Feat/511 Implement Data Collection and Visualization for Web3.Storage Measurement Batch #560

Winter-Soren · 2025-03-27T17:42:12Z

This PR implements collection and visualization of Web3.Storage measurement batch metrics.

Closes #511

Changes

Created new InfluxDB bucket 'spark-batch-metrics' for dedicated batch metrics storage
Enhanced telemetry recording with separate batch metrics measurement
Added visualization dashboards for batch metrics

Code Changes

Modified common/telemetry.js to add dedicated batch metrics write client
Enhanced publish/index.js to separate batch metrics recording
Added proper tags for improved metric querying

Metrics Collected

batch_size_bytes: Total size of the measurement batch
avg_measurement_size_bytes: Average size per measurement
measurement_count: Number of measurements in batch
Tags:
- cid: Content ID of the batch
- round_index: Associated round number

Testing

Verified metrics collection with test data
Confirmed proper data storage in InfluxDB
Validated dashboard visualizations

Winter-Soren · 2025-03-27T17:43:27Z

Hi @pyropy can you review this draft and let me know if I’m heading in the right direction?

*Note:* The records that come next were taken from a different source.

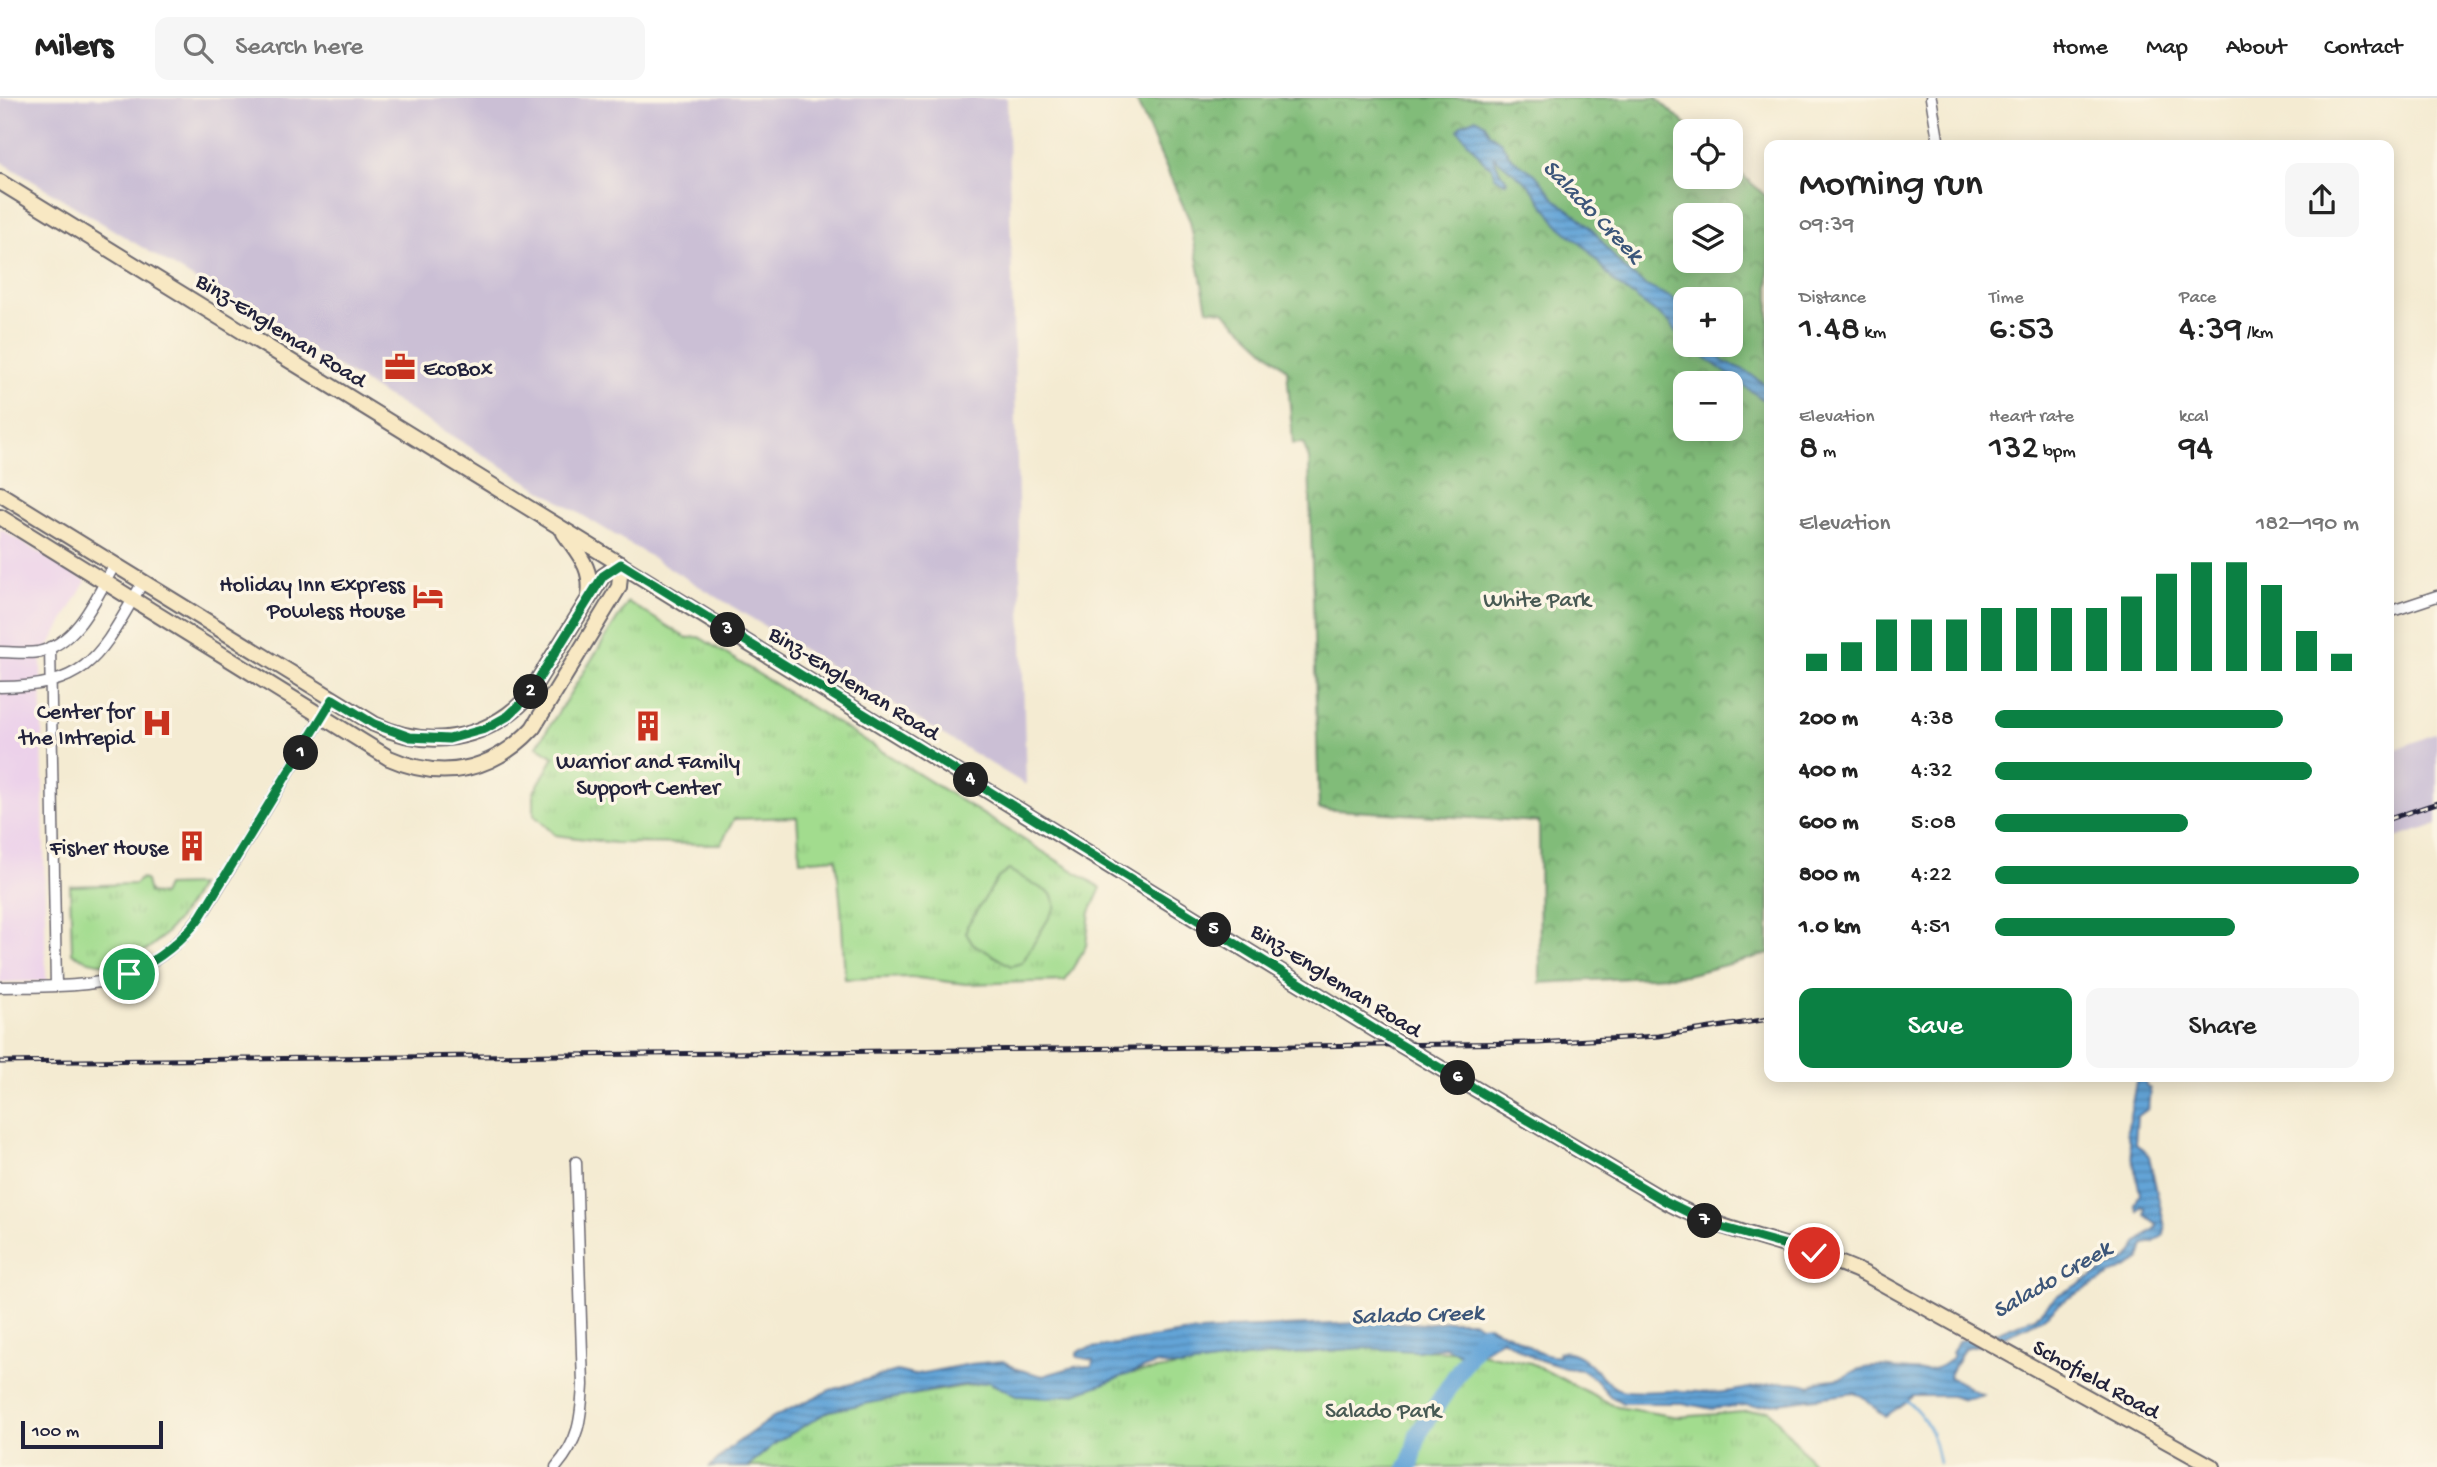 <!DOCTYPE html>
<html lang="en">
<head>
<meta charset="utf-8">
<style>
	:root { --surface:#fff; --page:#f6f6f6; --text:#222; --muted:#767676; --line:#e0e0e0; --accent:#0b8043 }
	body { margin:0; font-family:"Gochi Hand",sans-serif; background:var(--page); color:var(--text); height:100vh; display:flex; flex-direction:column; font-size:26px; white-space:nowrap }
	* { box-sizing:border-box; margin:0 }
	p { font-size:23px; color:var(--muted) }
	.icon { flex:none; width:38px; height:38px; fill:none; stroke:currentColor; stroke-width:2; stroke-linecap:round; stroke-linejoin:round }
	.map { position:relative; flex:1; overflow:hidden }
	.details { position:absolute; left:1764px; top:42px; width:630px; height:942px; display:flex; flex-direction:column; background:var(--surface); border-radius:14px; box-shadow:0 4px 18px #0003 }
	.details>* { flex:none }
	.fabs { position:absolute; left:1673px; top:21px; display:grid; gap:14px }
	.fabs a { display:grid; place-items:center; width:70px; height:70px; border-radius:14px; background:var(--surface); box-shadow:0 4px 18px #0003; font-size:35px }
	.scale { position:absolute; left:21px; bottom:18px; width:142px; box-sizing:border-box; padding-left:7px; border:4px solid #22223b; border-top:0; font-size:19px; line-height:24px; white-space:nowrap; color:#22223b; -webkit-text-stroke:5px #fcf5e5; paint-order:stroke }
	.pin { position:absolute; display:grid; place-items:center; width:60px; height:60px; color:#fff; margin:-30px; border:4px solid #fff; border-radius:50%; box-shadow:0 2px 7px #0007 }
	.km { position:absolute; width:35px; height:35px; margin:-18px; border-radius:50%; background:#222; color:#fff; font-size:19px; line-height:35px; text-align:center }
	.round { display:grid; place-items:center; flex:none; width:74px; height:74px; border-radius:14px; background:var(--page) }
	.headline { display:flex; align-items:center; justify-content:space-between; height:119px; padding:0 35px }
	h1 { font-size:38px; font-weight:600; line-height:52px }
	.figures { display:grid; grid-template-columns:repeat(3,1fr); gap:10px; height:119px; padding:7px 35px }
	.figures div { display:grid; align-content:center }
	.figures b { font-size:35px; font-weight:600 }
	.figures small { font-size:19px; font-weight:400 }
	.figures p { font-size:19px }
	.chart { height:196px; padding:14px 35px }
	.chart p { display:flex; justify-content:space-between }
	.chart svg { width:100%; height:126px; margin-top:7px; stroke:var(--accent); stroke-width:6 }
	.cta { display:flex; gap:14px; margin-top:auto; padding:14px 35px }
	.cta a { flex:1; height:80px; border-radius:14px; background:var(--accent); color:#fff; font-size:28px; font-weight:600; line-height:80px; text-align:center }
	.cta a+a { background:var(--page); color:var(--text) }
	ul { padding:0 35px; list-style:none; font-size:23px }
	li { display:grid; grid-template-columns:112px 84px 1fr; align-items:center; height:52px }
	li i { height:18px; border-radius:9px; background:var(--accent) }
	header { display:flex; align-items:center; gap:42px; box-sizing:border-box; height:98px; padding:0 35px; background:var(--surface); border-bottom:2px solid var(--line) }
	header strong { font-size:33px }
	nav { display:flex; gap:38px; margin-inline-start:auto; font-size:24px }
	.search { width:490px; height:63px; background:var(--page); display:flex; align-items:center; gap:18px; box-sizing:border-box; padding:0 24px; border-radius:14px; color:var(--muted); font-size:26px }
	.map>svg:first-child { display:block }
	.built { fill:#ecd1ea }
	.industrial { fill:#cbbfd5 }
	.forest { fill:url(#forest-crowns); stroke:#526f5a; stroke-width:2; fill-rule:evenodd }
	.park { fill:url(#park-tufts); stroke:#627f64; stroke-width:2 }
	.garden { fill:#a2dc8e; stroke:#627f64; stroke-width:2 }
	.water { fill:url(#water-rules); stroke:#426389; stroke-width:2 }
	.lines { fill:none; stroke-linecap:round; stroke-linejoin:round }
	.stream { stroke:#63a4d7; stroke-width:2.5 }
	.river { stroke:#63a4d7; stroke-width:18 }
	.street-casing { stroke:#6c6870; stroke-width:13 }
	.secondary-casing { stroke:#6c6870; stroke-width:18 }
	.street { stroke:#fff; stroke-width:10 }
	.secondary { stroke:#f8e8c3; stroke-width:14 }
	.rail-casing { stroke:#22223b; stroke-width:5 }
	.rail { stroke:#fcf5e5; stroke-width:2.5; stroke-dasharray:8; stroke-linecap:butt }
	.route-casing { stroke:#fff; stroke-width:14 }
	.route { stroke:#0b8043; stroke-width:9 }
	.labels { text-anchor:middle; stroke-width:7; stroke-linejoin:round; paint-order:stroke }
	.street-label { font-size:23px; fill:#22223b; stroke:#fcf5e5 }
	.poi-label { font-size:23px; fill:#22223b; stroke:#fcf5e5; text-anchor:end }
	.park-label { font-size:23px; fill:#485a54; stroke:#fcf5e5 }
	.water-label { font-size:24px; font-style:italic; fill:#3c5679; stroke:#fcf5e5 }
</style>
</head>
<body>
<header>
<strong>Milers</strong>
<div class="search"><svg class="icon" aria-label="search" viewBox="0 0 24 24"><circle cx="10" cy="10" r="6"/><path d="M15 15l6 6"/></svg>Search here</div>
<nav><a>Home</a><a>Map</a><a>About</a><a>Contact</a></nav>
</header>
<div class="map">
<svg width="2437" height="1369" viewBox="0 0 2437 1369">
	<defs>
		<pattern id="forest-crowns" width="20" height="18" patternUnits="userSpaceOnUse" patternTransform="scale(1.75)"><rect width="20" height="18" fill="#81bc79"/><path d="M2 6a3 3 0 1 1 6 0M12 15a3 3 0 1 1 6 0" fill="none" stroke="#699864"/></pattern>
		<pattern id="park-tufts" width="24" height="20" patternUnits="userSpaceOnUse" patternTransform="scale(1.75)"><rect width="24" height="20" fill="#a2dc8e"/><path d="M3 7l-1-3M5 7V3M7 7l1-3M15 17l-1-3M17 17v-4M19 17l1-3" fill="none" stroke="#8bbc7b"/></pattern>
		<pattern id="water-rules" width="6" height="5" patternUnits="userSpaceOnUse" patternTransform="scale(1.75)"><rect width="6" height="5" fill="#63a4d7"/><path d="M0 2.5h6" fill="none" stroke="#5185b0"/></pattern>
	</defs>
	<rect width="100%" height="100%" fill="#fcf5e5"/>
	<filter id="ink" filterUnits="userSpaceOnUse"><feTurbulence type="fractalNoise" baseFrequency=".0143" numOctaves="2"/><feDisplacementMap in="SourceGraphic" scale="14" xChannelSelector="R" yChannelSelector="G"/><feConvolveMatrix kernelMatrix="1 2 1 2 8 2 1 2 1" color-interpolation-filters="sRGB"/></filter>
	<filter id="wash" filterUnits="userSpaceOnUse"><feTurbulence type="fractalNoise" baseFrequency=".00686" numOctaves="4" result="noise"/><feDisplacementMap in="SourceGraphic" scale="28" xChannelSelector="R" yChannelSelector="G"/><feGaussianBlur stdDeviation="1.57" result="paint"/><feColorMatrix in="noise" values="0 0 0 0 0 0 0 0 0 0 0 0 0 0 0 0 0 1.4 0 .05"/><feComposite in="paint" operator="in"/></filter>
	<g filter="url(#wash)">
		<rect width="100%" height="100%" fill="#f4ebd2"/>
		<path class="built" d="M0,431L86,483L41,562L46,883L0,884Z"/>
		<path class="industrial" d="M0,0H1007L1026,687L0,63Z
			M2437,635V727L2389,742V654Z"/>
		<path class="forest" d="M1135,0H1656L1693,33H1685V79H1731V67L1769,101V856L1686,877L1540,885L1539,724L1319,711L1309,361L1303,345L1293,346L1287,272L1223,213L1207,211L1190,123ZM1685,117H1731V163H1685ZM1685,201H1731V247H1685ZM1685,285H1731V331H1685Z"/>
		<path class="park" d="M628,504L687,540L699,539L1101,790L1090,814L1086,848L1065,883L966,886L910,879L845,881L841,810L836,760L800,763L797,719L734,721L721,746L615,745L555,737L534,717V694L554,659L537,648Z
			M141,780L146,783L149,795L162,797L166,788L199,787C176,833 127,889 72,855L70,788L135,786Z
			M1362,1250L1474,1254L1531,1265L1617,1309L1678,1319L1769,1312L1816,1369H747L777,1344L829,1313L870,1304L989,1284L1016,1298L1075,1296L1127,1276L1244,1260Z"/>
		<path class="garden" d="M1009,772L1051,796L1056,808L1022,865L1011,868L972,845L966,835L967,828L998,780Z"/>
		<path class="water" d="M1476,20L1485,26L1489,35L1501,44L1511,60L1535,76L1556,102L1579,119L1596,136L1623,170L1646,188L1672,200L1685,210V245L1670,225L1615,185L1586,150L1559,128L1529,87L1493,58L1500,74L1507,82L1506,85L1495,79L1492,70L1486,66L1458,32L1461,27Z
			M1688,247H1706L1724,264L1744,272L1769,289V306Z
			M2137,978H2146V987L2150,991L2148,1011L2137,1018L2135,1045L2149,1058L2165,1129L2164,1137L2154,1144L2144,1146L2140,1162L2066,1201L2041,1221L1997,1243L1964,1250L1949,1279C1962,1284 1970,1291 1983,1297C1975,1300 1973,1298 1964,1302L1951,1298H1913L1885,1319L1862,1298L1854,1295L1756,1308L1746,1307L1712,1311L1683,1305H1623L1610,1298L1595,1281L1582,1272L1565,1270L1534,1260L1502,1241L1475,1258L1460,1256L1445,1249L1417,1253L1362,1250L1244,1260L1179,1269L1156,1266L1075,1296L1049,1300L1016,1298L989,1284L957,1288L829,1313L777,1344L747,1369H710L731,1349L773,1319L830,1292L897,1273L913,1277L970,1266L1003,1263L1017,1271L1043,1278L1073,1269L1092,1268L1093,1262L1077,1259V1255L1081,1252L1181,1235L1219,1233L1230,1230L1387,1224L1425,1226L1447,1223H1473L1480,1228L1489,1227C1496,1233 1502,1233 1510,1237C1527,1245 1539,1260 1559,1258L1558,1254C1585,1248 1602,1287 1621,1292C1640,1296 1661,1292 1680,1293C1695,1293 1709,1296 1724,1294C1748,1292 1787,1278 1810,1288C1820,1280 1828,1283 1840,1280C1847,1279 1853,1273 1860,1271C1890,1262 1930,1287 1953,1258L1952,1255L1958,1243L1996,1235L2035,1219L2058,1197L2128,1160L2133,1155L2137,1145L2156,1130L2157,1126L2145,1117L2146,1110L2142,1108L2138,1114L2135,1107L2140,1095L2127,1034Z"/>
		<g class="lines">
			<path class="stream" d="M1906,1302C1928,1320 1934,1338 1939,1365"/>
			<path class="river" d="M1407,1369L1411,1365L1418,1336L1483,1236"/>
		</g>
	</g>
	<g filter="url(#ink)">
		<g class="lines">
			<g class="street-casing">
				<path id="street" d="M1931,0L1939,47
					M2389,514L2437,498
					M50,549L56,888
					M0,554C12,554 26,556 38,554C79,545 96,499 115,466
					M0,589C91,589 101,555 143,484
					M0,889C92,888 145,893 205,812L333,601
					M556,1369C579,1342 581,1322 583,1287L576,1064"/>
			</g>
			<g class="secondary-casing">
				<path id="secondary" d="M0,84L1374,931L1667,1104C1730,1138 1801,1146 1865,1176L2213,1369
					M0,396L374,626C428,652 484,643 526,601L603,478L621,466
					M0,419L389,660C443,684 493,673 533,630L619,489L621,466
					M564,435C579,457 593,470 589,498"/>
			</g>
			<use href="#street" class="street"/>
			<use href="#secondary" class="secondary"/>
			<g class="rail-casing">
				<path id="rail" d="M2389,721L2437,705
					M0,964L1537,945L1659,938L1769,921"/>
			</g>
			<use href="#rail" class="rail"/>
		</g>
	</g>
	<g class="lines" filter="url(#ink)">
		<g class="route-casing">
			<path id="route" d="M129,876C158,862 181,845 200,819L333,601L374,626L410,639L449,641L485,631L508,618L526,601L603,478L621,466L1374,931L1667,1104L1714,1127L1814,1155"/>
		</g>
		<use href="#route" class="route"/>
	</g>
	<defs>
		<g id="office-bare" transform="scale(2.415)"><path d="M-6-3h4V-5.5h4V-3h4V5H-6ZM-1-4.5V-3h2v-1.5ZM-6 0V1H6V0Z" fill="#c8321e" stroke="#fcf5e5" stroke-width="2.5" paint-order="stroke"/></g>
		<g id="hotel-bare" transform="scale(2.415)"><path d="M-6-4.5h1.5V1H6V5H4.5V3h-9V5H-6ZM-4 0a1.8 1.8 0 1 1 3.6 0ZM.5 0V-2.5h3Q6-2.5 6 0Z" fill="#c8321e" stroke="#fcf5e5" stroke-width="2.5" paint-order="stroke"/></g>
		<g id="hospital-bare" transform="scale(2.415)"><path d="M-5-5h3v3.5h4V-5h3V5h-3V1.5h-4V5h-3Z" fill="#c8321e" stroke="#fcf5e5" stroke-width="2.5" paint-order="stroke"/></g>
		<g id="building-bare" transform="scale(2.415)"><path d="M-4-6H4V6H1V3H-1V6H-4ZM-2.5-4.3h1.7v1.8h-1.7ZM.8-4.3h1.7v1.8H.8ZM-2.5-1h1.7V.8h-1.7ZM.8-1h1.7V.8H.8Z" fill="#c8321e" stroke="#fcf5e5" stroke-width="2.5" paint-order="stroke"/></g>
	</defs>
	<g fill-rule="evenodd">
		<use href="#office-bare" x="400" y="269"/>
		<use href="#hotel-bare" x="428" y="498"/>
		<use href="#hospital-bare" x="157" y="625"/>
		<use href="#building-bare" x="648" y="628"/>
		<use href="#building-bare" x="192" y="748"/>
	</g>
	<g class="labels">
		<g class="street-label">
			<text transform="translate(282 231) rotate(32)" y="8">Binz-Engleman Road</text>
			<text transform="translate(855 584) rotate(32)" y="8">Binz-Engleman Road</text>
			<text transform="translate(1337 881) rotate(32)" y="8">Binz-Engleman Road</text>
			<text transform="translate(2097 1280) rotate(29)" y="8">Schofield Road</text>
		</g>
		<g class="poi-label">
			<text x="423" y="277" text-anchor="start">EcoBox</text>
			<text x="405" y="493">Holiday Inn Express<tspan x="405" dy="26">Powless House</tspan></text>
			<text x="134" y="620">Center for<tspan x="134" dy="26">the Intrepid</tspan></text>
			<text x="648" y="670" text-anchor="middle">Warrior and Family<tspan x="648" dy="26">Support Center</tspan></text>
			<text x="169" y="756">Fisher House</text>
		</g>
		<g class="park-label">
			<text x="1537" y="508">White Park</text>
			<text x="1383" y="1319">Salado Park</text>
		</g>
		<g class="water-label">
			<text transform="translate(1594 112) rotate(46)" y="8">Salado Creek</text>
			<text transform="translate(2051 1180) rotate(-30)" y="8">Salado Creek</text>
			<text transform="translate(1417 1215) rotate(-2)" y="8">Salado Creek</text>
		</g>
	</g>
</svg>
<div class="fabs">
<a><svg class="icon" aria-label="locate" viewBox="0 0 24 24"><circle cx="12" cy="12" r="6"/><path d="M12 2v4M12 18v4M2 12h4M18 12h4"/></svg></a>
<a><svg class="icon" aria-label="layers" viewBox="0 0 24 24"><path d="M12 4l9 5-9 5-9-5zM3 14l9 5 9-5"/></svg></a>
<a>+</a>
<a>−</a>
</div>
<div class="scale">100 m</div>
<div class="pin" style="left:129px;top:876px;background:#1e9e55"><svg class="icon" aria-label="arrive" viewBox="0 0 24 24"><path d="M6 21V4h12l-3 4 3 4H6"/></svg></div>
<div class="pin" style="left:1814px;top:1155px;background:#d93025"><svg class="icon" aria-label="check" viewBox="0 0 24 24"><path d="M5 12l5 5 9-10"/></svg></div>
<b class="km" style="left:301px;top:655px">1</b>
<b class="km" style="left:531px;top:594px">2</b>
<b class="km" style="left:728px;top:532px">3</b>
<b class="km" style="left:971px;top:682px">4</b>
<b class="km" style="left:1214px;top:832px">5</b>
<b class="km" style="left:1458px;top:980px">6</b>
<b class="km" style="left:1705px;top:1123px">7</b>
<section class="details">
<div class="headline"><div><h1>Morning run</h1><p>09:39</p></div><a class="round"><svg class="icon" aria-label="share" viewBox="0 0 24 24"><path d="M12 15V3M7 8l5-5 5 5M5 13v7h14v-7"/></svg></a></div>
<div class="figures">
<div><p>Distance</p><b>1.48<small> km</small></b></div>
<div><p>Time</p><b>6:53</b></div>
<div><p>Pace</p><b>4:39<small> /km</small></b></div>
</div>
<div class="figures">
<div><p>Elevation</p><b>8<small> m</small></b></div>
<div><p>Heart rate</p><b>132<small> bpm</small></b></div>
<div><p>kcal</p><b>94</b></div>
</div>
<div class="chart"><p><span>Elevation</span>182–190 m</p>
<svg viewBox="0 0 160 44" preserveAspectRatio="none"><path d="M5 44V38M15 44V34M25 44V26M35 44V26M45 44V26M55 44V22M65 44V22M75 44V22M85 44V22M95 44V18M105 44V10M115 44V6M125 44V6M135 44V14M145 44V30M155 44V38"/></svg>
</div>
<ul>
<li><b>200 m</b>4:38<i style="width:79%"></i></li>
<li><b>400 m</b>4:32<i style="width:87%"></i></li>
<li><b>600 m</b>5:08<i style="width:53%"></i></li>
<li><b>800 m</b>4:22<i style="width:100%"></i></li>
<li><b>1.0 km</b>4:51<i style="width:66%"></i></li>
</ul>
<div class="cta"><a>Save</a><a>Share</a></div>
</section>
</div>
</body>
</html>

Winter-Soren · 2025-03-27T17:48:16Z

@pyropy , I am also facing this issue in parallel, where the server runs fine but suddenly outputs an error stating that InfluxDB write failed. I have attached a screenshot below.

I created InfluxDB keys from this platform: https://eu-central-1-1.aws.cloud2.influxdata.com/orgs/e0c31560a2dfff87/load-data/tokens.

I tried deleting keys and checking RPC nodes but issue persists.

juliangruber · 2025-03-28T09:00:14Z

@Winter-Soren could you please link to the issue this addresses both in the PR title and description?

bajtos

I am confused.

What problems is this pull request trying to solve?

If the goal is to start collecting telemetry about batch sizes, I would expect the pull request to simply add more fields to the existing publish point.

bajtos · 2025-03-28T09:12:35Z

publish/index.js

+    point.tag('cid', cid.toString())
+    point.tag('round_index', roundIndex.toString())


Storing CIDs and round indexes in tags will cause high cardinality that will degrade performance and/or increase our bill.

Quoting from https://docs.influxdata.com/influxdb/v2/write-data/best-practices/resolve-high-cardinality/

Tags containing highly variable information like unique IDs, hashes, and random strings lead to a large number of series, also known as high series cardinality. High series cardinality is a primary driver of high memory usage for many database workloads.
(...)
Review your tags to ensure each tag does not contain unique values for most entries.

thanks for the suggestion, I'll rectify the commit!

+1 to what @bajtos said.

Winter-Soren · 2025-03-29T18:55:10Z

@Winter-Soren could you please link to the issue this addresses both in the PR title and description?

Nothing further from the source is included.